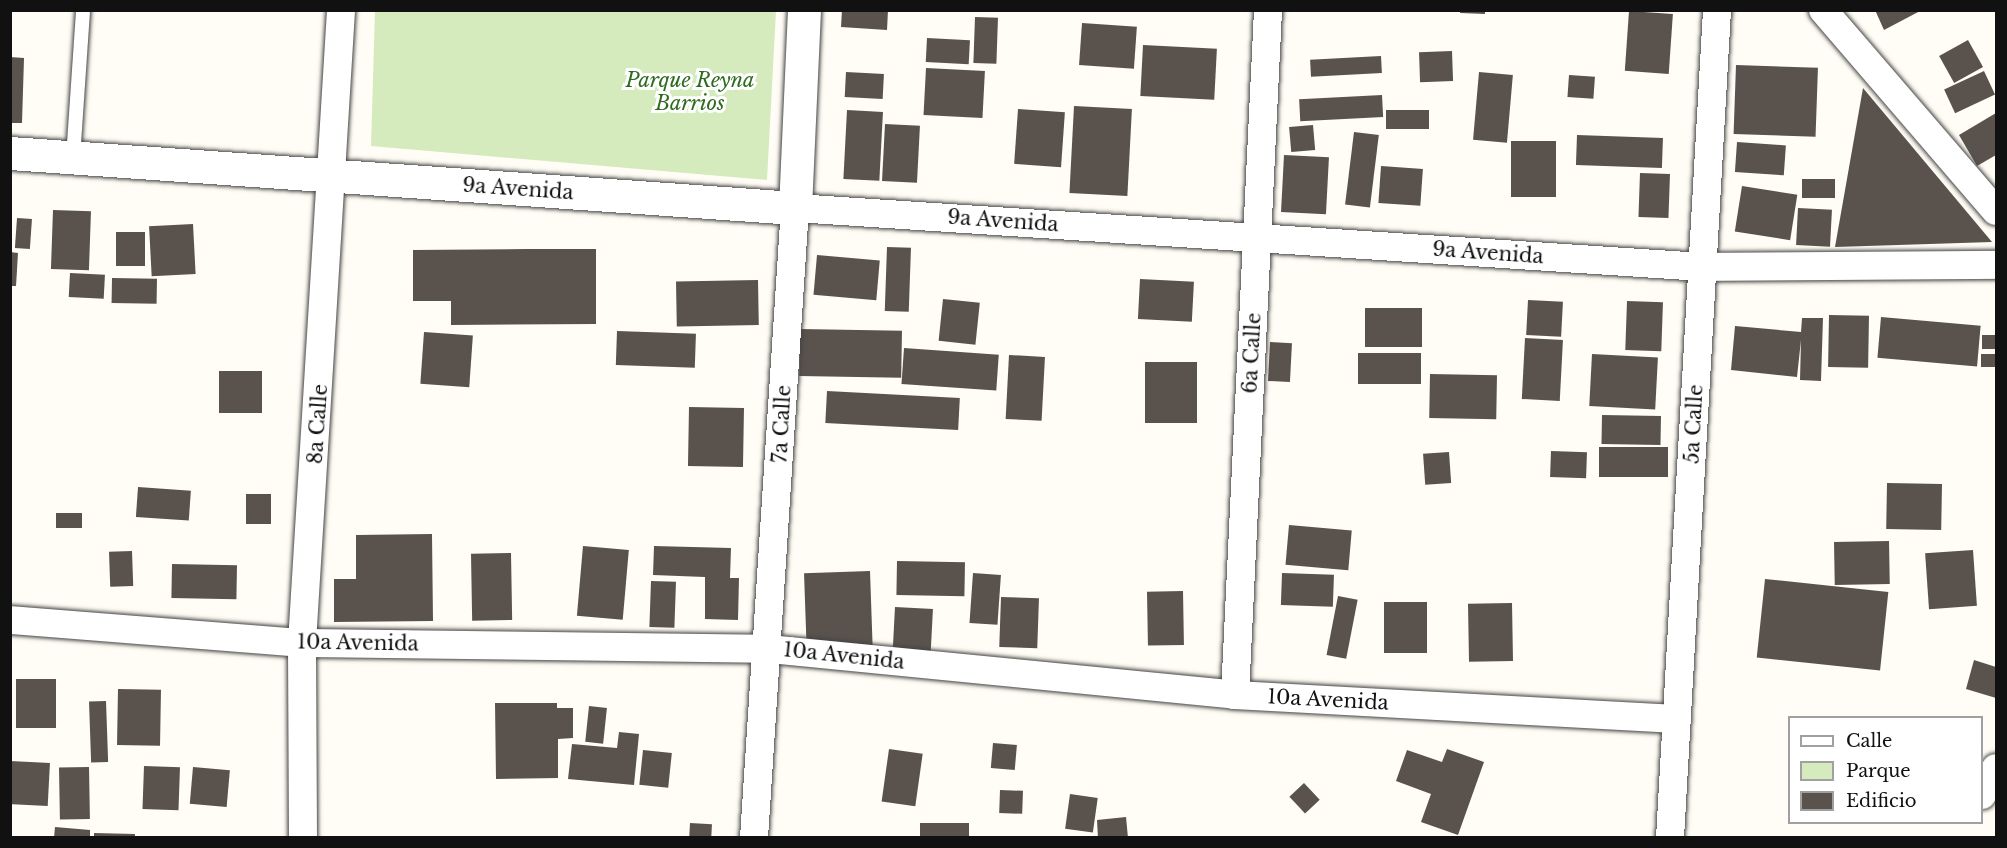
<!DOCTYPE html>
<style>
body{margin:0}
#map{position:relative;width:2007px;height:848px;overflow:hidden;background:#fffdf5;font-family:"Libre Baskerville",serif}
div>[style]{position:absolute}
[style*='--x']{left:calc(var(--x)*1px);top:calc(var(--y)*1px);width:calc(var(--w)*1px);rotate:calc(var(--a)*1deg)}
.green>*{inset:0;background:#d5ebbd}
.building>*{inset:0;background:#5a524d;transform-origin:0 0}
.roads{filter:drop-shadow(0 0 2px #444) drop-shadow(0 0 2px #444)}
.service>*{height:14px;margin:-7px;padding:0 7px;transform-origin:7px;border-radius:7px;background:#fff}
.minor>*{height:28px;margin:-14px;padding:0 14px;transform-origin:14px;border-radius:14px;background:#fff}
.tertiary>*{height:33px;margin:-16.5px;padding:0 16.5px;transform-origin:16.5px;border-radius:16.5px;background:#fff}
span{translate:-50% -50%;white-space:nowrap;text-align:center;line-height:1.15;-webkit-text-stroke:6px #fff;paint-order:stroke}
.park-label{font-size:20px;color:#2f6b1f;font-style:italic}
.street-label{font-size:20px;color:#111}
.frame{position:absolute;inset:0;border:12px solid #111;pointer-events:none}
.legend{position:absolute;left:1788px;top:716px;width:195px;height:108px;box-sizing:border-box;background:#fff;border:2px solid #a0a0a0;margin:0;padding:8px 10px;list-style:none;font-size:18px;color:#111}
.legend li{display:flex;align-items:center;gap:12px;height:30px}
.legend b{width:30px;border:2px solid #a0a0a0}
</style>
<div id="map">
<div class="green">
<div style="clip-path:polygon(375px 11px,776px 11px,767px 180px,371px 146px)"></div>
</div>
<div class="building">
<div style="clip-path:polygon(842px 10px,888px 10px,887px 30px,841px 27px)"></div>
<div style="clip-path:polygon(1460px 10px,1485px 10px,1485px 14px,1460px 13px)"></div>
<div style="clip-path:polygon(1875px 10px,1922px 10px,1884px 30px)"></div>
<div style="left:1629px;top:11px;width:44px;height:60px;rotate:4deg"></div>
<div style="left:975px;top:17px;width:23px;height:46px;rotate:2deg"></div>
<div style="left:1082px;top:23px;width:55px;height:42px;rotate:4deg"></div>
<div style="left:927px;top:38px;width:43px;height:24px;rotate:3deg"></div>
<div style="left:1968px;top:40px;width:31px;height:33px;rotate:61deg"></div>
<div style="left:1143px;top:45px;width:74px;height:51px;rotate:3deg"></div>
<div style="left:1452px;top:51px;width:30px;height:33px;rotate:88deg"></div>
<div style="left:1381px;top:56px;width:17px;height:71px;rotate:87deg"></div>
<div style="clip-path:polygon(10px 57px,24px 58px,22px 123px,10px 123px)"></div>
<div style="left:1736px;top:65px;width:82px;height:69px;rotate:2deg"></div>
<div style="left:926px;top:68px;width:59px;height:47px;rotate:3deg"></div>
<div style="left:1984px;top:71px;width:26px;height:44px;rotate:65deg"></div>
<div style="left:846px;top:72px;width:38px;height:25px;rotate:3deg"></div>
<div style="left:1479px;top:72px;width:34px;height:68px;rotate:5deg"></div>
<div style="left:1569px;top:75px;width:26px;height:22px;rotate:4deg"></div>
<div style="clip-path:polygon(1863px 88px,1992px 242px,1835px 247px)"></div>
<div style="left:1382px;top:95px;width:22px;height:83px;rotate:87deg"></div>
<div style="left:1074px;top:106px;width:58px;height:87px;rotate:3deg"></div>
<div style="left:1018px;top:109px;width:47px;height:55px;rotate:4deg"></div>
<div style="left:847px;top:110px;width:36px;height:69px;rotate:3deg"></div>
<div style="left:1429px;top:110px;width:19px;height:43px;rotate:90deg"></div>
<div style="clip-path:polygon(1996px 113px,1996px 155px,1977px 166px,1959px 135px)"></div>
<div style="left:885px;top:124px;width:35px;height:57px;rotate:3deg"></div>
<div style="left:1313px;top:125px;width:25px;height:24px;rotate:85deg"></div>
<div style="left:1354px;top:132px;width:25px;height:73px;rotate:7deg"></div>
<div style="left:1577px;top:135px;width:86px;height:30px;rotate:2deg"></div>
<div style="left:1511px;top:141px;width:45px;height:56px"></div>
<div style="left:1737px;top:142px;width:49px;height:30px;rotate:4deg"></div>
<div style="left:1284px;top:155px;width:45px;height:57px;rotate:3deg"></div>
<div style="left:1381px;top:166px;width:42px;height:37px;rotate:4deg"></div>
<div style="left:1640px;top:173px;width:30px;height:44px;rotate:2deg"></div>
<div style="left:1802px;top:179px;width:33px;height:19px"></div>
<div style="left:1742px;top:186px;width:56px;height:46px;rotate:9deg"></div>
<div style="left:1798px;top:208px;width:34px;height:37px;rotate:3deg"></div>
<div style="left:53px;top:210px;width:38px;height:59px;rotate:2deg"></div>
<div style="left:17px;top:218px;width:15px;height:30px;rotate:4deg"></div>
<div style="left:193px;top:224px;width:50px;height:44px;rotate:87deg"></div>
<div style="left:116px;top:232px;width:29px;height:34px"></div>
<div style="left:887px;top:247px;width:24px;height:64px;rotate:2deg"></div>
<div style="clip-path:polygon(527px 249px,596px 249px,596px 324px,451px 325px,451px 301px,413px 301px,413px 250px)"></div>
<div style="clip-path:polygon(10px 252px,18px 253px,16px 286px,10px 286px)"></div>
<div style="left:817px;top:255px;width:63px;height:40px;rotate:5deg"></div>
<div style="left:70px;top:273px;width:35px;height:24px;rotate:3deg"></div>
<div style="left:112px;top:278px;width:45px;height:25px;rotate:1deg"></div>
<div style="left:1140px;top:279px;width:54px;height:40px;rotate:3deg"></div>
<div style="left:758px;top:280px;width:45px;height:82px;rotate:89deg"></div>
<div style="left:943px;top:299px;width:37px;height:42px;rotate:6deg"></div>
<div style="left:1528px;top:300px;width:35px;height:35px;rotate:3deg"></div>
<div style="left:1627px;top:301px;width:36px;height:49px;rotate:2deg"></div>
<div style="left:1422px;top:308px;width:39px;height:57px;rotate:90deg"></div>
<div style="left:1829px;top:315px;width:40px;height:52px;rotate:1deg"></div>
<div style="left:1881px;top:317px;width:100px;height:41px;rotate:5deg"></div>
<div style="clip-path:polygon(1802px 318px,1823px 318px,1821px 381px,1800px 380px,1801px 340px,1797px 377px,1731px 370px,1735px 326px,1801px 332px)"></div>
<div style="left:800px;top:329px;width:102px;height:47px;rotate:1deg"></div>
<div style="left:617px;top:331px;width:79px;height:34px;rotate:2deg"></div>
<div style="left:424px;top:332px;width:49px;height:52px;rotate:4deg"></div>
<div style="left:1996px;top:335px;width:14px;height:14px;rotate:90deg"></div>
<div style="left:1525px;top:338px;width:38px;height:61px;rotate:3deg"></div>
<div style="left:1270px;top:342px;width:22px;height:39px;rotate:3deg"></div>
<div style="left:904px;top:348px;width:95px;height:36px;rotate:4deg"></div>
<div style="left:1421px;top:353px;width:31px;height:63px;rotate:90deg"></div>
<div style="left:1592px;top:354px;width:66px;height:52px;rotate:3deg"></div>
<div style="left:1981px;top:354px;width:15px;height:13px"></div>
<div style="left:1009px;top:355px;width:36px;height:64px;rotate:3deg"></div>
<div style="left:1145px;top:362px;width:52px;height:61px"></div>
<div style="left:219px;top:371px;width:43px;height:42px"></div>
<div style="left:1430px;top:374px;width:67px;height:44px;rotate:1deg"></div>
<div style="left:827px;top:391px;width:133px;height:32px;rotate:3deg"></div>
<div style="left:689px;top:407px;width:55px;height:59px;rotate:1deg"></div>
<div style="left:1602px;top:415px;width:59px;height:29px;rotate:1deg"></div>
<div style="left:1668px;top:447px;width:30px;height:69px;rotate:90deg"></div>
<div style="left:1551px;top:451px;width:36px;height:26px;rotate:2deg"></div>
<div style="left:1449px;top:452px;width:31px;height:26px;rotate:86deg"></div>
<div style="left:1887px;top:483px;width:55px;height:46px;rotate:1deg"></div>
<div style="left:138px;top:487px;width:53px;height:30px;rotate:4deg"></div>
<div style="left:246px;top:494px;width:25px;height:30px"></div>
<div style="left:56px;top:513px;width:26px;height:15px"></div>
<div style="left:1289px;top:525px;width:63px;height:40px;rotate:5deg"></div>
<div style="clip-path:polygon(432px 534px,433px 621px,334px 622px,334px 579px,356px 579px,356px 535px)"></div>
<div style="left:1889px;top:541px;width:43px;height:55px;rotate:89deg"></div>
<div style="left:583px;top:546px;width:46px;height:70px;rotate:5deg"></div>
<div style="clip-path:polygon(654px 546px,731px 548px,730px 578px,739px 578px,738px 620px,705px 619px,705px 577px,653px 575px)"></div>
<div style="left:1973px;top:550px;width:56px;height:48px;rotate:86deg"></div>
<div style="left:132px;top:551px;width:35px;height:23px;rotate:88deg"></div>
<div style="left:511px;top:553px;width:67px;height:40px;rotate:89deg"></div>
<div style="left:897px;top:561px;width:68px;height:34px;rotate:1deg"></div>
<div style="left:172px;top:564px;width:65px;height:34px;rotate:1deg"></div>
<div style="left:870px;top:571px;width:76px;height:66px;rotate:88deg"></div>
<div style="left:973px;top:573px;width:28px;height:50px;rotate:4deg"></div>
<div style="left:1282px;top:573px;width:52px;height:32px;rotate:2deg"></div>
<div style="left:1765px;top:579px;width:124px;height:79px;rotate:6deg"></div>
<div style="left:651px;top:581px;width:25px;height:46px;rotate:2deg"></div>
<div style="left:1183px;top:591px;width:54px;height:36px;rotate:89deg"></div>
<div style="left:1338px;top:596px;width:20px;height:60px;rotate:11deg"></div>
<div style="left:1001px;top:597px;width:38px;height:50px;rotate:2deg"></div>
<div style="left:1427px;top:602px;width:51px;height:43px;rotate:90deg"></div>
<div style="left:1512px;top:603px;width:58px;height:44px;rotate:89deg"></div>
<div style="left:895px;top:607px;width:38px;height:50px;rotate:3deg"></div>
<div style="clip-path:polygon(1974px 660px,1996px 667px,1996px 698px,1966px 689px)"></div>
<div style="left:16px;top:679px;width:40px;height:49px"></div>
<div style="left:118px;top:689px;width:43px;height:56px;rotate:1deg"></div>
<div style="left:106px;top:701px;width:61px;height:17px;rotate:88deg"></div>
<div style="clip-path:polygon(495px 703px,557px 703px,557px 708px,573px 708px,573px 738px,558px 739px,558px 778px,496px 779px)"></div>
<div style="left:589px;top:706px;width:18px;height:36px;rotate:6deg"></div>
<div style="clip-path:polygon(619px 732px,639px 734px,634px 785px,568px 779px,572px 744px,617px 748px)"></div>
<div style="left:993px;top:743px;width:24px;height:25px;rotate:5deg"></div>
<div style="left:889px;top:749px;width:34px;height:53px;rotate:8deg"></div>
<div style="clip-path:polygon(1447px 749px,1484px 762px,1458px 835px,1421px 822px,1431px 794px,1396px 781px,1407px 750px,1442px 762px)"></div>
<div style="left:643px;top:750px;width:29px;height:35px;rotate:6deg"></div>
<div style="left:10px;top:761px;width:40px;height:43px;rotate:3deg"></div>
<div style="left:144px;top:766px;width:36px;height:43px;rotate:2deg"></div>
<div style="left:89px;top:767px;width:52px;height:30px;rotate:89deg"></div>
<div style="left:193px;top:767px;width:37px;height:37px;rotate:5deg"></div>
<div style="left:1304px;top:783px;width:23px;height:20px;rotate:47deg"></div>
<div style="left:1000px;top:790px;width:23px;height:23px;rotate:2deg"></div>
<div style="left:1070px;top:794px;width:28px;height:35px;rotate:8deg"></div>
<div style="clip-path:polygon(1126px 817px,1128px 838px,1098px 838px,1097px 820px)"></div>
<div style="left:690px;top:823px;width:22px;height:15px;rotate:3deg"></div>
<div style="left:969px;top:823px;width:15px;height:49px;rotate:90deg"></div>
<div style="clip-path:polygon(55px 827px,90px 830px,90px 838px,54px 838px)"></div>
<div style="clip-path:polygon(94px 833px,135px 834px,135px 838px,94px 838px)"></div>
</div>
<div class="roads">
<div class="service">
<div style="--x:73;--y:158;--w:148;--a:-86.1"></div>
</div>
<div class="minor">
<div style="--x:1823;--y:10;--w:265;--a:49.3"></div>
<div style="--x:10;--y:620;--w:293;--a:4.5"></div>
<div style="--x:302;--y:643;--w:467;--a:0.7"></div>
<div style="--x:769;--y:649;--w:468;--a:5.6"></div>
<div style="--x:1235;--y:695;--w:442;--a:3.1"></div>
<div style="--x:1235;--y:695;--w:686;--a:-87.24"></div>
<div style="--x:1982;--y:795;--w:30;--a:-63"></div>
<div style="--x:303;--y:838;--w:195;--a:-90.3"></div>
<div style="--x:302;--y:643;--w:634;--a:-86.47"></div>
<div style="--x:754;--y:838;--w:631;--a:-86.28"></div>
<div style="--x:795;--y:208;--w:910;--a:3.72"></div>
<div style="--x:1703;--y:267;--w:293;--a:-0.4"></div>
<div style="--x:1670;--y:838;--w:829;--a:-86.75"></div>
</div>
<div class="tertiary">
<div style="--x:10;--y:153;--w:787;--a:4.01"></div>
<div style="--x:795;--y:208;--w:198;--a:-87.4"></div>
</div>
</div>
<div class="park-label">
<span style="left:690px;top:92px">Parque Reyna<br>Barrios</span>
</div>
<div class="street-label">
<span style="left:518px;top:189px;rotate:4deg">9a Avenida</span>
<span style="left:1003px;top:221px;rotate:4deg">9a Avenida</span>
<span style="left:1488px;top:253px;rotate:4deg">9a Avenida</span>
<span style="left:1252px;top:353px;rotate:-87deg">6a Calle</span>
<span style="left:318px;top:424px;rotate:-86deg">8a Calle</span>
<span style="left:782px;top:424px;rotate:-87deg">7a Calle</span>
<span style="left:1694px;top:424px;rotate:-87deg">5a Calle</span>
<span style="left:358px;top:643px;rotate:1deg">10a Avenida</span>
<span style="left:844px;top:656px;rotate:6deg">10a Avenida</span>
<span style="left:1328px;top:700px;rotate:3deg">10a Avenida</span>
</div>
<div class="frame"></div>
<ul class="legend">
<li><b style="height:8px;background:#fff"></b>Calle</li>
<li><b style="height:16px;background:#d5ebbd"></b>Parque</li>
<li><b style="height:16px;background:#5a524d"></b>Edificio</li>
</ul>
</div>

*Goal of the exercise*
Pictures do not belong in the copy. Repeat only the lines from the top of the records through the line containing "2px #444) drop-shadow(0".

*Response for this exercise*
<!DOCTYPE html>
<style>
body{margin:0}
#map{position:relative;width:2007px;height:848px;overflow:hidden;background:#fffdf5;font-family:"Libre Baskerville",serif}
div>[style]{position:absolute}
[style*='--x']{left:calc(var(--x)*1px);top:calc(var(--y)*1px);width:calc(var(--w)*1px);rotate:calc(var(--a)*1deg)}
.green>*{inset:0;background:#d5ebbd}
.building>*{inset:0;background:#5a524d;transform-origin:0 0}
.roads{filter:drop-shadow(0 0 2px #444) drop-shadow(0 0 2px #444)}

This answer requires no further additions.